There's a logfile with text in the form of space-separated key=value
pairs, and each line was originally serialized from data in a Python dict, something like:
' '.join([f'{k}={v!r}' for k,v in d.items()])
The keys are always just strings. The values could be anything that ast.literal_eval
can successfully parse, no more no less.
How to process this logfile and turn the lines back into Python dicts? Example:
>>> to_dict("key='hello world'")
{'key': 'hello world'}
>>> to_dict("k1='v1' k2='v2'")
{'k1': 'v1', 'k2': 'v2'}
>>> to_dict("s='1234' n=1234")
{'s': '1234', 'n': 1234}
>>> to_dict("""k4='k5="hello"' k5={'k6': ['potato']}""")
{'k4': 'k5="hello"', 'k5': {'k6': ['potato']}}
Here is some extra context about the data:
eval
, exec
, yaml.load
are OK to use)Edit: As requested in the comments, here is an MCVE and an example code that didn't work correctly
>>> def to_dict(s):
... s = s.replace(' ', ', ')
... return eval(f"dict({s})")
...
...
>>> to_dict("k1='v1' k2='v2'")
{'k1': 'v1', 'k2': 'v2'} # OK
>>> to_dict("s='1234' n=1234")
{'s': '1234', 'n': 1234} # OK
>>> to_dict("key='hello world'")
{'key': 'hello, world'} # Incorrect, the value was corrupted
Python dictionary is one of the built-in data types. Dictionary elements are key-value pairs. You can add to dictionary in Python using multiple methods.
Using an empty string, a for loop, and items() function In this method of converting a dictionary to a string, we will first access the key:value pair by iterating through the dictionary object using a for loop and items() function. Then we add each key:value pair to an empty string.

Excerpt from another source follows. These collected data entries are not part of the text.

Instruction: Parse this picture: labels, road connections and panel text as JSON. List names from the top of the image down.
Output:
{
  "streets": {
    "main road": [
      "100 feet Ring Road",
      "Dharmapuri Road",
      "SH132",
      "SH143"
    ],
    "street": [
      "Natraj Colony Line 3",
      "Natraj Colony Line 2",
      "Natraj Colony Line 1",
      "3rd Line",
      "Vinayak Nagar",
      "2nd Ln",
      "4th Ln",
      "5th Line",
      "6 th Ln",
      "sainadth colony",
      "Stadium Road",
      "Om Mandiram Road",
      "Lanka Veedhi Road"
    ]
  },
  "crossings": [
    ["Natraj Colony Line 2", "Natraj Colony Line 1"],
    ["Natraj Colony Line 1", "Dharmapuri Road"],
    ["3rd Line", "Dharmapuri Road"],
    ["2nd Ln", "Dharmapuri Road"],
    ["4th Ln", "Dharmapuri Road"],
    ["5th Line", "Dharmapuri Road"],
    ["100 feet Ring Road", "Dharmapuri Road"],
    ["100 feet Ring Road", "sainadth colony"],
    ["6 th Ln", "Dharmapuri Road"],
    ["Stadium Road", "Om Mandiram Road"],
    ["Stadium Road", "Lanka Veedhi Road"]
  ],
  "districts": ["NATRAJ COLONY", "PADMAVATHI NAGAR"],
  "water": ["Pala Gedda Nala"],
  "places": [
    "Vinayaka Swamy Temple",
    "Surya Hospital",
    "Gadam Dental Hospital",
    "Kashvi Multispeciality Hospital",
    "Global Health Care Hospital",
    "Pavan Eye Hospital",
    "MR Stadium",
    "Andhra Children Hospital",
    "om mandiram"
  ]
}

Your input can't be conveniently parsed by something like ast.literal_eval
, but it can be tokenized as a series of Python tokens. This makes things a bit easier than they might otherwise be.
The only place =
tokens can appear in your input is as key-value separators; at least for now, ast.literal_eval
doesn't accept anything with =
tokens in it. We can use the =
tokens to determine where the key-value pairs start and end, and most of the rest of the work can be handled by ast.literal_eval
. Using the tokenize
module also avoids problems with =
or backslash escapes in string literals.
import ast
import io
import tokenize
def todict(logstring):
# tokenize.tokenize wants an argument that acts like the readline method of a binary
# file-like object, so we have to do some work to give it that.
input_as_file = io.BytesIO(logstring.encode('utf8'))
tokens = list(tokenize.tokenize(input_as_file.readline))
eqsign_locations = [i for i, token in enumerate(tokens) if token[1] == '=']
names = [tokens[i-1][1] for i in eqsign_locations]
# Values are harder than keys.
val_starts = [i+1 for i in eqsign_locations]
val_ends = [i-1 for i in eqsign_locations[1:]] + [len(tokens)]
# tokenize.untokenize likes to add extra whitespace that ast.literal_eval
# doesn't like. Removing the row/column information from the token records
# seems to prevent extra leading whitespace, but the documentation doesn't
# make enough promises for me to be comfortable with that, so we call
# strip() as well.
val_strings = [tokenize.untokenize(tok[:2] for tok in tokens[start:end]).strip()
for start, end in zip(val_starts, val_ends)]
vals = [ast.literal_eval(val_string) for val_string in val_strings]
return dict(zip(names, vals))
This behaves correctly on your example inputs, as well as on an example with backslashes:
>>> todict("key='hello world'")
{'key': 'hello world'}
>>> todict("k1='v1' k2='v2'")
{'k1': 'v1', 'k2': 'v2'}
>>> todict("s='1234' n=1234")
{'s': '1234', 'n': 1234}
>>> todict("""k4='k5="hello"' k5={'k6': ['potato']}""")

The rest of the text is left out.